I only watched a few webcasts before I went head first in to designing a few Entity Framework applications. I really didn't read that much documentation and I feel like I am suffering for it now.

I have been using List<T> in my classes, and it has worked great.

Now I have read some documentation and it states that I should have been using ICollection<T>. I changed to this, and it didn't even cause a model context change. Is this because both List<T> and ICollection<T> inherit IEnumerable<T>, and that is what is actually required for EF?

However, if this is the case, why doesn't the EF documentation state that it requires IEnumerable<T> instead of ICollection<T>?

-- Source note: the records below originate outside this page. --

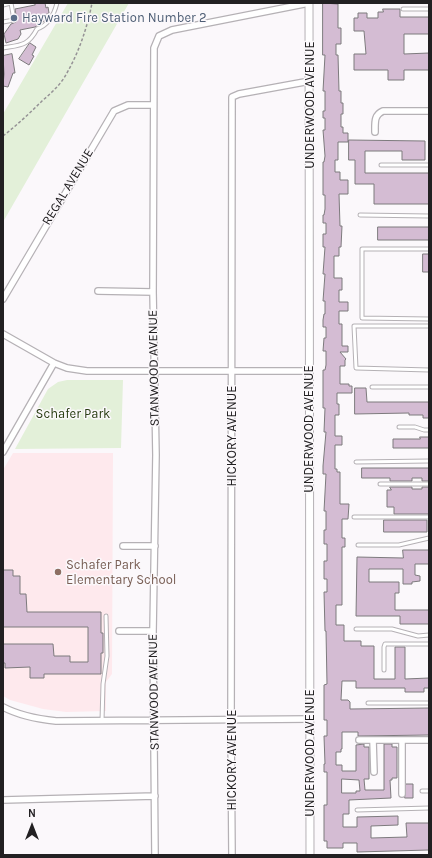 <!DOCTYPE html>
<style>
body{margin:0}
#map{position:relative;width:432px;height:858px;overflow:hidden;background:#fbf8fb;font-family:Karla,sans-serif}
canvas{display:block}
.frame{position:absolute;inset:0;border:4px solid #222022;pointer-events:none}
.north{position:absolute;left:12px;top:806px;width:40px;height:40px;-webkit-text-stroke:3px #fbf8fb;paint-order:stroke;rotate:0deg;font-size:11px;font-weight:700;line-height:16px;text-align:center;color:#222022}
.north::after{content:'';display:block;margin:auto;width:14px;height:18px;background:#222022;clip-path:polygon(50% 0,100% 100%,50% 72%,0 100%)}
</style>
<div id="map">
<canvas width="432" height="858"></canvas>
<div class="frame"></div>
<div class="north">N</div>
</div>
<script>
const g = document.querySelector('canvas').getContext('2d');
g.lineJoin = 'round';
function paint(path, color) {
  g.fillStyle = color;
  g.fill(path, 'evenodd');
}
function strokePath(path, color, width, dash) {
  g.strokeStyle = color;
  g.lineWidth = width;
  g.lineCap = dash ? 'butt' : 'round';
  g.setLineDash(dash || []);
  g.stroke(path);
}
function label(font, color, halo, rows, align = 'center') {
  g.font = font + ' Karla,sans-serif';
  g.lineWidth = 3;
  g.setLineDash([]);
  g.textBaseline = 'middle';
  g.strokeStyle = halo;
  g.fillStyle = color;
  for (const [text, x, y, turn = 0] of rows) {
    g.save();
    g.translate(x, y);
    g.rotate((+turn || 0) * Math.PI / 180);
    g.textAlign = isNaN(turn) ? turn : align;
    if (halo) g.strokeText(text, 0, 0);
    g.fillText(text, 0, 0);
    g.restore();
  }
}
const education = new Path2D(`
 M13,453H113L112,674L106,682V711L66,712L43,709L10,700L3,696V470Z`);
const green = new Path2D(`
 M68,3H129L3,222V114Z
 M67,380H123L121,448L15,449L48,389L58,382Z`);
const building = new Path2D(`
 M34,3H45L46,8L48,7L49,13L45,15L46,20L35,27L20,30L21,34L18,39L6,43L4,34L11,24L16,22L17,21L15,9L35,5Z
 M323,3L338,4V28H341V44H336V55H338L339,91H341V103H343V114H341V127H343V133H348V142H338V160H335V172H340V180H348V194H339L340,226H342L341,247H339V256H334V278H342V290H339V302H348V311H339V324H342V346H348V352H340L346,359L345,360V366H340V384H349V386H352V393H337V404H339V415H335V436H342V445H335V469H337V472H340V504H349L348,519H342V538H345V547H342V605H336V625H344V641H361V646H374V679H395V647H405V679L429,678V688H424V692H405V688H356V681H342L341,700H348L350,702V709L429,708V735L358,736V732H342V749H341V752H336V765H342V771H356V745L364,744V747H369V779H364L365,790H384V744H392V747H397V778H392V780H390L391,798L349,800V814H343V827H357V817L398,816V825L371,826V838L407,837L406,823H429V850L357,852V843H343V848H327V841H324V805H327V772H324V764H325L324,736H327V720H324V685L327,684L326,631H325L324,592H327V579H324V561H327V544H324V530H326V511H324L326,474H323V466L326,432H324L325,408H323V370H325L326,365V351H323L324,338H326V327H323V320L324,314H325V301H323L325,274H323L325,247H323V234H326V223H323V215H324L325,209V195H323V162H324L325,156L323,130H325V118H323V111H325V91H323L325,55H323ZM342,779L359,780L360,791H356V793H342Z
 M383,9H400V17H429V34H404V54L429,53V70H404V80H388V70H354V54H366L364,31H354V18H358V13H367V18H378V12H383Z
 M30,43L36,47L32,55L34,56L29,65L19,59Z
 M12,54L15,73H13L8,87L3,86L4,74L3,56Z
 M349,140L425,141V160H402V151H365V173H429V204H374V184H355V160H349Z
 M378,227H429V240H378Z
 M423,254H429V272H423Z
 M355,388H366L367,402H429V418H423V415H409V413L355,414Z
 M420,437H429V448H393V439H420Z
 M362,468H429V481H422V478H412V481H390V478H362Z
 M390,487H412V489H422V487H429V514H394V507H387V490H391Z
 M384,520H427V532H384Z
 M403,550H429V564H415V575L420,576V581L412,582V584H403V569H369V582H399V593H395V610H429V624H400V616H356L357,557L403,558Z
 M3,570H13V576H20V594H26L27,612H101V633H103V653H101V674H44V678H30V667L5,668V663H3V644H53L54,656H70V662H88V627H3Z
 M406,784H413V798H405Z`);
const path = new Path2D(`
 M3,136C17,125 30,113 42,101C50,94 58,87 64,78C78,55 87,29 92,3`);
const service = new Path2D(`
 M3,5L11,3
 M403,9H429
 M3,22L14,20L11,3
 M3,48C21,45 28,46 37,29C49,25 54,15 57,3
 M381,165H429
 M360,215L429,216
 M429,249H362V318L429,319
 M429,326H354L356,368L429,370
 M372,387H429
 M399,427H415L424,430H429
 M356,462L429,461
 M380,484H429
 M354,517H429
 M358,545H399L429,538
 M356,629H392L418,636L429,635
 M384,670V647L385,644H429
 M368,703H429
 M102,721L103,684L107,656L106,616
 M422,791H429
 M357,810L429,808`);
const minor = new Path2D(`
 M375,132C375,122 374,115 383,111H429
 M98,291L153,292
 M3,299L114,111L128,105H153
 M3,334L54,363L67,368L87,371H309
 M3,452L54,363
 M123,546H155
 M119,631H153
 M3,707C20,716 37,719 56,721L310,719
 M359,740H429
 M373,740L374,772
 M402,794V740
 M3,800L155,796
 M155,855L153,631L156,455L153,292L154,48L159,36L172,30L309,3
 M232,855L231,728L232,97L239,94L310,81`);
const tertiary = new Path2D(`
 M309,3L310,855`);
const markers = [
 [14,18,4,"#5c6f8a"],
 [58,572,4,"#8d6e63"]
];
const serviceNames = [
 ["Hayward Fire Station Number 2",22,18]
];
const streetNames = [
 ["UNDERWOOD AVENUE",310,105,-90],
 ["REGAL AVENUE",68,187,-59],
 ["STANWOOD AVENUE",154,368,-91],
 ["UNDERWOOD AVENUE",309,429,-90],
 ["HICKORY AVENUE",232,436,-90],
 ["STANWOOD AVENUE",154,692,-91],
 ["UNDERWOOD AVENUE",310,753,-90],
 ["HICKORY AVENUE",232,760,-90]
];
const parkNames = [
 ["Schafer Park",73,414]
];
const educationNames = [
 ["Schafer Park",66,565],
 ["Elementary School",66,580]
];
paint(education, '#fee9ed');
paint(green, '#e3f0d9');
paint(building, '#d4bcd3');
strokePath(building, '#7d7a7d', 1);
strokePath(service, '#b5b1b5', 5);
strokePath(minor, '#b5b1b5', 8);
strokePath(tertiary, '#b5b1b5', 9);
strokePath(path, '#959295', 1.5, [3, 2]);
strokePath(service, '#fff', 3);
strokePath(minor, '#fff', 5.5);
strokePath(tertiary, '#fff', 7);
for (const [x, y, r, color] of markers) {
  const dot = new Path2D();
  dot.arc(x, y, r, 0, 2 * Math.PI);
  g.fillStyle = color;
  g.fill(dot);
  strokePath(dot, '#fbf8fb', 1.5);
}
label('13px', '#4e5e75', '#fbf8fb', serviceNames, 'left');
label('13px', '#222022', '#fbf8fb', streetNames);
label('13px', '#2a3e14', '#fbf8fb', parkNames);
label('13px', '#785e54', '#fbf8fb', educationNames, 'left');
</script>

In any case, are there any downsides to what I have done, or should I change it?

Answer

Anthony Pegram picture Anthony Pegram · Oct 5, 2011

Entity Framework would use ICollection<T> because it needs to support Add operations, which are not part of the IEnumerable<T> interface.

Also note that you were using ICollection<T>, you were merely exposing it as the List<T> implementation. List<T> brings along with it IList<T>, ICollection<T>, and IEnumerable<T>.

As for your change, exposing via the interface is a good choice, despite List<T> working. The interface defines the contract but not the implementation. The implementation could change. In some instances, perhaps the implementation could be a HashSet<T>, for example. (This is a mindset you could use for more than just Entity Framework, by the way. A good object-oriented practice is to program towards the interface and not the implementation. Implementations can and will change.)